• [Dataset extract]
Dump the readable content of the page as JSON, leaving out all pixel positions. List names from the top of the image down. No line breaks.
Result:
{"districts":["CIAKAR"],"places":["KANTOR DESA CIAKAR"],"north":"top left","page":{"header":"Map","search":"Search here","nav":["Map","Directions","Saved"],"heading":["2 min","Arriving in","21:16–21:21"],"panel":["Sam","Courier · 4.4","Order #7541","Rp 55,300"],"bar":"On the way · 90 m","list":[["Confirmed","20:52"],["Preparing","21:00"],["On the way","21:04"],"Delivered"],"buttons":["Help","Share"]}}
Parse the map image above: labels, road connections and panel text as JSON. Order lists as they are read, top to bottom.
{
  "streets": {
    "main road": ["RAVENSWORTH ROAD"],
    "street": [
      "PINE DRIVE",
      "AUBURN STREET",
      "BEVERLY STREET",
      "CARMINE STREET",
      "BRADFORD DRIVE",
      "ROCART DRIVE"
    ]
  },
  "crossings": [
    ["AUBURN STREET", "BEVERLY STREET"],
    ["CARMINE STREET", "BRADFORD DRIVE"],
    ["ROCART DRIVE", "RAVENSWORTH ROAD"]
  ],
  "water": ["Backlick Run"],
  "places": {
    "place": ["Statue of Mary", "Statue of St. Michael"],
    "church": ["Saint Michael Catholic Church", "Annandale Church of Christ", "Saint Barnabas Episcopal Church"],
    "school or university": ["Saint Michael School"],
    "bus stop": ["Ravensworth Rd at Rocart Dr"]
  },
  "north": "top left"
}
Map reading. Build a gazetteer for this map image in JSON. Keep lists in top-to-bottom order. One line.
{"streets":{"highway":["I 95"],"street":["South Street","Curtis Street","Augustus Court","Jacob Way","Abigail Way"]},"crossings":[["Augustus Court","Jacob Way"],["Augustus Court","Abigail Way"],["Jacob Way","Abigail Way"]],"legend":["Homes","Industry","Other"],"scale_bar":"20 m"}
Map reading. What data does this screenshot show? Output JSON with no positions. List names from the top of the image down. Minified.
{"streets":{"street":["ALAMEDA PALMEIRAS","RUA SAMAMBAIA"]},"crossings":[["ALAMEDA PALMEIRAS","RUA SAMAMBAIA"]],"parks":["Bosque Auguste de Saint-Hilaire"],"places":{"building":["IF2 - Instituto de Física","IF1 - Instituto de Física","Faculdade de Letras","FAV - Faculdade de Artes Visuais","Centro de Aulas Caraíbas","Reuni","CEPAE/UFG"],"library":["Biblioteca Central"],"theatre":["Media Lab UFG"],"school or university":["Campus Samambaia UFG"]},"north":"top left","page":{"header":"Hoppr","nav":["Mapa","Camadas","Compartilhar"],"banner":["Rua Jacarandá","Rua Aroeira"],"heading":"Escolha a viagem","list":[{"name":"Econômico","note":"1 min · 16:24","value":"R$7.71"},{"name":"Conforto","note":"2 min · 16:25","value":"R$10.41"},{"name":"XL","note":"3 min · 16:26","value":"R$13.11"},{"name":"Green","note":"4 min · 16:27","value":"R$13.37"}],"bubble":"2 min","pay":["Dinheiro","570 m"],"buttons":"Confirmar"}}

• [Work required]
From the first line to the last, return the listing exactly.

• [Written solution]
Dump the readable content of the page as JSON, leaving out all pixel positions. List names from the top of the image down. No line breaks.
Result:
{"districts":["CIAKAR"],"places":["KANTOR DESA CIAKAR"],"north":"top left","page":{"header":"Map","search":"Search here","nav":["Map","Directions","Saved"],"heading":["2 min","Arriving in","21:16–21:21"],"panel":["Sam","Courier · 4.4","Order #7541","Rp 55,300"],"bar":"On the way · 90 m","list":[["Confirmed","20:52"],["Preparing","21:00"],["On the way","21:04"],"Delivered"],"buttons":["Help","Share"]}}
Parse the map image above: labels, road connections and panel text as JSON. Order lists as they are read, top to bottom.
{
  "streets": {
    "main road": ["RAVENSWORTH ROAD"],
    "street": [
      "PINE DRIVE",
      "AUBURN STREET",
      "BEVERLY STREET",
      "CARMINE STREET",
      "BRADFORD DRIVE",
      "ROCART DRIVE"
    ]
  },
  "crossings": [
    ["AUBURN STREET", "BEVERLY STREET"],
    ["CARMINE STREET", "BRADFORD DRIVE"],
    ["ROCART DRIVE", "RAVENSWORTH ROAD"]
  ],
  "water": ["Backlick Run"],
  "places": {
    "place": ["Statue of Mary", "Statue of St. Michael"],
    "church": ["Saint Michael Catholic Church", "Annandale Church of Christ", "Saint Barnabas Episcopal Church"],
    "school or university": ["Saint Michael School"],
    "bus stop": ["Ravensworth Rd at Rocart Dr"]
  },
  "north": "top left"
}
Map reading. Build a gazetteer for this map image in JSON. Keep lists in top-to-bottom order. One line.
{"streets":{"highway":["I 95"],"street":["South Street","Curtis Street","Augustus Court","Jacob Way","Abigail Way"]},"crossings":[["Augustus Court","Jacob Way"],["Augustus Court","Abigail Way"],["Jacob Way","Abigail Way"]],"legend":["Homes","Industry","Other"],"scale_bar":"20 m"}
Map reading. What data does this screenshot show? Output JSON with no positions. List names from the top of the image down. Minified.
{"streets":{"street":["ALAMEDA PALMEIRAS","RUA SAMAMBAIA"]},"crossings":[["ALAMEDA PALMEIRAS","RUA SAMAMBAIA"]],"parks":["Bosque Auguste de Saint-Hilaire"],"places":{"building":["IF2 - Instituto de Física","IF1 - Instituto de Física","Faculdade de Letras","FAV - Faculdade de Artes Visuais","Centro de Aulas Caraíbas","Reuni","CEPAE/UFG"],"library":["Biblioteca Central"],"theatre":["Media Lab UFG"],"school or university":["Campus Samambaia UFG"]},"north":"top left","page":{"header":"Hoppr","nav":["Mapa","Camadas","Compartilhar"],"banner":["Rua Jacarandá","Rua Aroeira"],"heading":"Escolha a viagem","list":[{"name":"Econômico","note":"1 min · 16:24","value":"R$7.71"},{"name":"Conforto","note":"2 min · 16:25","value":"R$10.41"},{"name":"XL","note":"3 min · 16:26","value":"R$13.11"},{"name":"Green","note":"4 min · 16:27","value":"R$13.37"}],"bubble":"2 min","pay":["Dinheiro","570 m"],"buttons":"Confirmar"}}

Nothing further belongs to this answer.